# Show that X+Y has a finite second moment

1. Jul 15, 2009

### kingwinner

Prove that if X and Y have finite second moments (i.e. E(X^2) and E(Y^2) are finite), then X+Y has a finite second moment.

(X+Y)^2 ≤ X^2 + Y^2 + 2|XY|
=> E[(X+Y)^2] ≤ E(X^2) + E(Y^2) + 2E(|XY|)

I don't understand the (probably incomplete) proof. On the right side, E(X^2) and E(Y^2) are finite, but how can we know whether E(|XY|) is finite or not?

Thanks for explaining!

2. Jul 15, 2009

This uses a classic inequality (really from measure theory, but applied to probability).

Essentially, if both $$X,$$ have finite second moments (variances exist) then they have finite moments of every lower order. For your specific case:

$$E[|XY|]^2 \le E(X^2) E(Y^2) < \infty$$

where the RHS is finite because of the assumptions about the second-order moments being finite.

3. Jul 15, 2009

### kingwinner

Is it in any way related to the Cauchy-Schwartz inequality?

I don't see how this fact can be applied to our problem. E(|XY|), E(X^2), and E(Y^2) are all second moments, right?

For the left side of the inequality, do you mean E(|XY|^2) or [E(|XY|)]^2 ?

4. Jul 20, 2009

### kingwinner

I am still stuck on this problem and would appreicate if anyone could help me out...

5. Jul 20, 2009

Sorry for the delay - no excuse on my part.

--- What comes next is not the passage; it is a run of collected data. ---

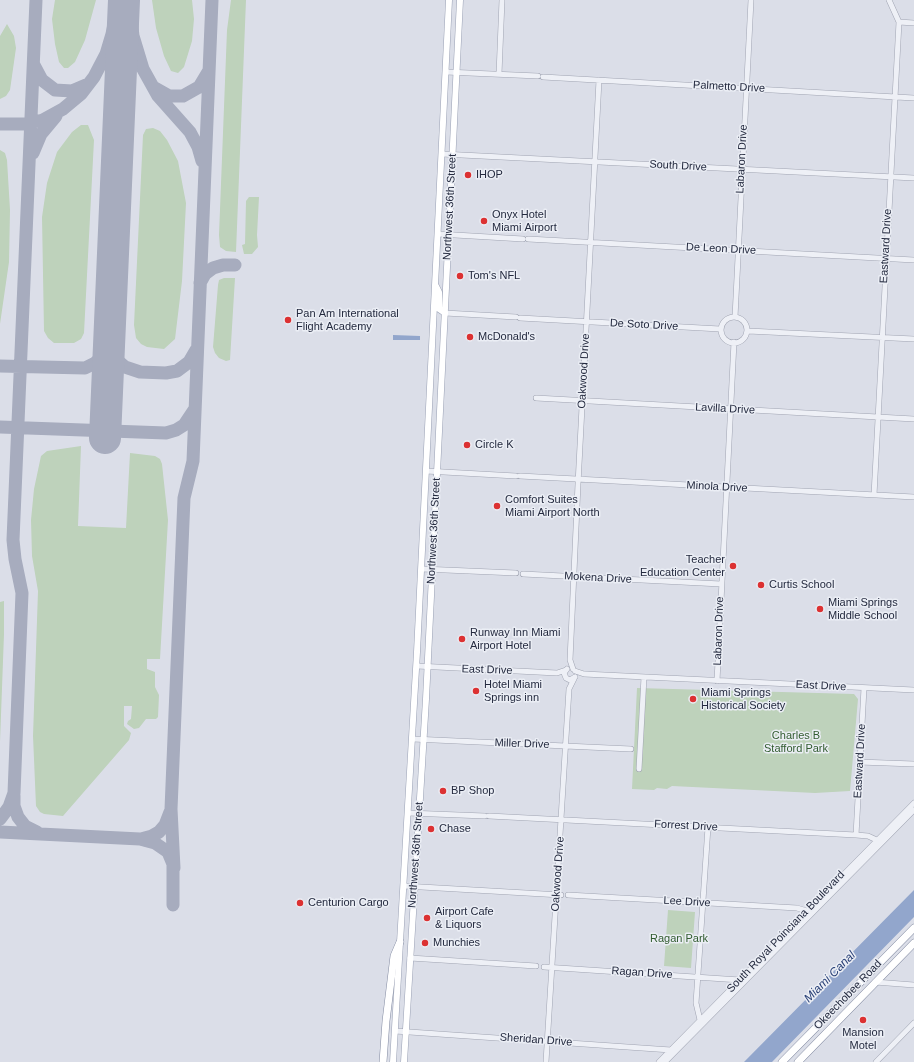 <!DOCTYPE html>
<style>
body{margin:0}
canvas{display:block;background:#dbdee8}
</style>
<canvas width="914" height="1062"></canvas>
<script>
const g = document.querySelector('canvas').getContext('2d');
g.lineJoin = 'round';
function paint(path, color) { g.fillStyle = color; g.fill(path, 'evenodd'); }
const shape = rows => new Path2D(rows.map(r => 'M' + r).join(''));
function trace(path, color, width, dash) { g.strokeStyle = color; g.lineWidth = width; g.lineCap = dash ? 'butt' : 'round'; g.setLineDash(dash || []); g.stroke(path); }
function label(font, color, halo, rows, align = 'center') {
  g.font = font + ' Arial,sans-serif'; g.lineWidth = 3; g.setLineDash([]); g.textBaseline = 'middle'; g.strokeStyle = halo; g.fillStyle = color; for (const [text, x, y, turn = 0] of rows) {
    g.save(); g.translate(x, y); g.rotate((+turn || 0) * Math.PI / 180); g.textAlign = isNaN(turn) ? turn : align; if (halo) g.strokeText(text, 0, 0); g.fillText(text, 0, 0); g.restore();
  }
}
const green = shape([
 [55,0,96,0,85,40,75,62,68,68,64,68,59,62,55,44,52,19],
 [152,0,192,0,194,19,192,41,184,67,178,73,171,71,164,56,156,28],
 [231,0,246,0,236,252,226,251,220,247,219,235,227,30],
 [7,24,14,36,16,48,10,90,6,96,0,99,0,36],
 [81,125,88,125,94,140,84,333,81,339,74,343,54,343,48,338,44,331,42,217,47,183,57,152,72,132],
 [153,128,160,131,167,140,178,161,186,203,182,281,175,339,164,349,147,347,141,344,136,338,134,325,143,135,146,129],
 [0,150,5,153,7,160,10,210,9,262,0,324],
 [249,197,259,197,257,235,258,247,252,254,244,254,242,245,245,244,246,201],
 [224,278,235,278,230,360,226,361,219,358,215,353,213,347,218,285,219,280],
 [81,446,78,526,126,528,130,453,155,456,160,459,162,464,168,520,160,659,147,659,147,669,155,672,155,687,159,695,158,717,156,719,146,719,139,728,134,729,127,724,128,721,131,719,132,706,124,706,124,726,131,733,129,740,63,816,44,814,40,812,36,806,33,736,38,591,32,556,31,520,34,489,41,456,47,451],
 [4,601,4,634,0,742,0,602],
 [637,688,854,694,858,699,850,791,815,793,672,786,667,789,657,788,654,790,632,789],
 [668,910,695,912,691,968,664,966]
]);
const water = shape([
 [393,335,420,336,420,340,393,340],
 [914,890,914,917,772,1062,744,1062]
]);
const taxiway = shape([
 [129,0,133,36,143,69,158,96,190,132,198,147,202,161],
 [34,65,42,80,55,90,72,91,86,85],
 [153,87,169,96,183,96,199,87,208,72],
 [0,124,24,124,43,120,63,109,81,94,94,77,106,54,112,34,119,0],
 [33,153,41,134,56,116],
 [200,283,205,274,213,268,223,265,235,265],
 [110,338,112,350,118,361,125,367,140,372,166,373,177,371,189,362,196,350],
 [0,366,85,368,95,363,102,357,107,347,110,335],
 [0,427,166,433,176,430,184,425,194,410],
 [14,796,14,806,18,817,25,826,37,832],
 [0,819,9,807,14,793,22,593,15,559,13,540,36,0],
 [0,832,140,839,155,843,168,852,173,864,173,905],
 [141,839,152,836,159,832,165,825,170,812],
 [174,868,171,809,184,498,193,461,212,0]
]);
const runway = shape([
 [105,438,124,0]
]);
const minor = shape([
 [899,22,914,23],
 [446,72,538,76],
 [499,74,502,0],
 [543,77,914,98],
 [442,154,914,178],
 [438,234,523,239],
 [528,239,914,260],
 [445,313,516,317],
 [735,317,751,0],
 '721 330a13 13 0 1 1 26 0a13 13 0 1 1-26 0Z',
 [520,318,720,329],
 [748,331,914,339],
 [536,398,914,419],
 [426,471,516,476],
 [520,476,914,497],
 [874,495,899,22,889,0],
 [422,569,516,573],
 [523,574,721,584],
 [417,666,557,673,566,670],
 [567,669,564,673,566,678,570,680,575,677],
 [573,669,570,660,578,484,599,80],
 [575,671,584,674,914,690],
 [717,681,734,342],
 [413,739,631,749],
 [859,762,914,764],
 [639,769,644,677],
 [408,813,485,816],
 [489,816,856,835,868,836,881,842],
 [856,835,864,688],
 [404,886,561,895],
 [568,895,797,908,807,911],
 [410,958,536,966],
 [544,967,740,980],
 [875,982,914,985],
 [700,1020,696,1003,708,827],
 [395,1031,671,1050],
 [546,1062,569,689,574,679],
 [659,1062,914,803],
 [665,1062,914,810],
 [876,1062,914,1023]
]);
const major = shape([
 [436,286,439,292,439,309,445,313],
 [393,1062,417,652,449,0],
 [404,1062,426,699,460,0]
]);
const highway = shape([
 [383,1062,386,1021,394,956,400,942],
 [782,1062,914,928],
 [798,1062,914,943]
]);
const markers = [
 [468,175,4,"#dc3132"],
 [484,221,4,"#dc3132"],
 [460,276,4,"#dc3132"],
 [288,320,4,"#dc3132"],
 [470,337,4,"#dc3132"],
 [467,445,4,"#dc3132"],
 [497,506,4,"#dc3132"],
 [733,566,4,"#dc3132"],
 [761,585,4,"#dc3132"],
 [820,609,4,"#dc3132"],
 [462,639,4,"#dc3132"],
 [476,691,4,"#dc3132"],
 [693,699,4,"#dc3132"],
 [443,791,4,"#dc3132"],
 [431,829,4,"#dc3132"],
 [300,903,4,"#dc3132"],
 [427,918,4,"#dc3132"],
 [425,943,4,"#dc3132"],
 [863,1020,4,"#dc3132"]
];
const streetNames = [
 ["Palmetto Drive",729,87,3],
 ["Labaron Drive",742,159,-87],
 ["South Drive",678,166,3],
 ["Northwest 36th Street",450,207,-87],
 ["Eastward Drive",886,246,-87],
 ["De Leon Drive",721,249,3],
 ["De Soto Drive",644,325,3],
 ["Oakwood Drive",584,371,-87],
 ["Lavilla Drive",725,409,3],
 ["Minola Drive",717,487,3],
 ["Northwest 36th Street",434,531,-87],
 ["Mokena Drive",598,578,3],
 ["Labaron Drive",719,631,-88],
 ["East Drive",487,670,2],
 ["East Drive",821,686,3],
 ["Miller Drive",522,744,2],
 ["Eastward Drive",860,761,-87],
 ["Forrest Drive",686,826,3],
 ["Northwest 36th Street",416,855,-86],
 ["Oakwood Drive",558,874,-86],
 ["Lee Drive",687,902,3],
 ["South Royal Poinciana Boulevard",786,932,-46],
 ["Ragan Drive",642,973,4],
 ["Okeechobee Road",848,995,-46],
 ["Sheridan Drive",536,1040,4]
];
const poiNames = [
 ["IHOP",476,175],
 ["Onyx Hotel",492,215],
 ["Miami Airport",492,228],
 ["Tom's NFL",468,276],
 ["Pan Am International",296,314],
 ["Flight Academy",296,327],
 ["McDonald's",478,337],
 ["Circle K",475,445],
 ["Comfort Suites",505,500],
 ["Miami Airport North",505,513],
 ["Teacher",725,560,"right"],
 ["Education Center",725,573,"right"],
 ["Curtis School",769,585],
 ["Miami Springs",828,603],
 ["Middle School",828,616],
 ["Runway Inn Miami",470,633],
 ["Airport Hotel",470,646],
 ["Hotel Miami",484,685],
 ["Springs inn",484,698],
 ["Miami Springs",701,693],
 ["Historical Society",701,706],
 ["BP Shop",451,791],
 ["Chase",439,829],
 ["Centurion Cargo",308,903],
 ["Airport Cafe",435,912],
 ["& Liquors",435,925],
 ["Munchies",433,943],
 ["Mansion",863,1033,"center"],
 ["Motel",863,1046,"center"]
];
const parkNames = [
 ["Charles B",796,736],
 ["Stafford Park",796,749],
 ["Ragan Park",679,939]
];
const waterNames = [
 ["Miami Canal",830,977,-45]
];
paint(green, '#bed2bb');
paint(water, '#92a6cc');
trace(taxiway, '#a7acbe', 13);
trace(runway, '#a7acbe', 32);
trace(minor, '#a0a4b2', 6);
trace(major, '#99a0b4', 7);
trace(highway, '#8189a0', 8);
trace(minor, '#eef0f6', 5);
trace(major, '#fff', 6);
trace(highway, '#fff', 7);
for (const [x, y, r, color] of markers) { const dot = new Path2D(); dot.arc(x, y, r, 0, 2 * Math.PI); g.fillStyle = color; g.fill(dot); trace(dot, '#ebeef5', 1.5); }
label('11px', '#242a3f', '#ebeef5', streetNames);
label('11px', '#242a3f', '#ebeef5', poiNames, 'left');
label('11px', '#325c30', '#ebeef5', parkNames);
label('italic 12px', '#2a4177', '#ebeef5', waterNames);
</script>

Yes, as you pointed out, the moment-inequality is from the function version of the C-S inequality. My post should read

$$E[|XY|^2] \le E(X^2) E(Y^2)$$

6. Jul 20, 2009

### kingwinner

That's OK, don't worry.

But the version of C-S inequality that I've seen in Wikipedia is the following:
|E(XY)|^2 ≤ E(X^2) E(Y^2)

http://en.wikipedia.org/wiki/Cauchy–Schwarz_inequality#Probability_theory

We have:
(X+Y)^2 ≤ X^2 + Y^2 + 2|XY|
E[(X+Y)^2] ≤ E(X^2) + E(Y^2) + 2E(|XY|)
We are given that E(X^2) and E(Y^2) are both finite, but how can we show that E(|XY|) is finite?
For E(|XY|), here we have the absolute value inside the expectation, but for the left side of the C-S inequality, the absolute value is outside.

Last edited by a moderator: Apr 18, 2017
7. Jul 20, 2009

Consider $$X$$ - the proof for [/tex] Y [/tex] is similar.

$$E[|X|]^2 = E[|X| \cdot 1 ]^2 = \left(\int |x| \cdot 1 \, dF(x)\right)^2 \le \left(\int |x|^2 \, dF(x)\right)^2 \cdot \left(\int 1 \, dF(x)\right)^2 = E[X^2] < \infty$$

so the existence of a finite second moment gives the existence of the finite first moment.

8. Jul 21, 2009

### kingwinner

??But E(|X|2) = E(X2) always, no? (since |X|2 = X2)

Also, I don't see how the C-S inequality would necessarily imply that E(|XY|2) ≤ E(X2)E(Y2) as you said in post #5. And how can we use this to prove that E(|XY|) is finite? Could you please explain this part?

Thanks a lot!

Last edited by a moderator: Apr 28, 2017
9. Jul 21, 2009

### gel

A quick method is |X+Y| <= 2 max(|X|,|Y|), so (X+Y)^2 <= 4 max(X^2,Y^2) <= 4(X^2+Y^2)
=> E[(X+Y)^2] <= 4E[X^2] + 4E[Y^2] < infinity
the 4 can be replaced by 2, but this is enough.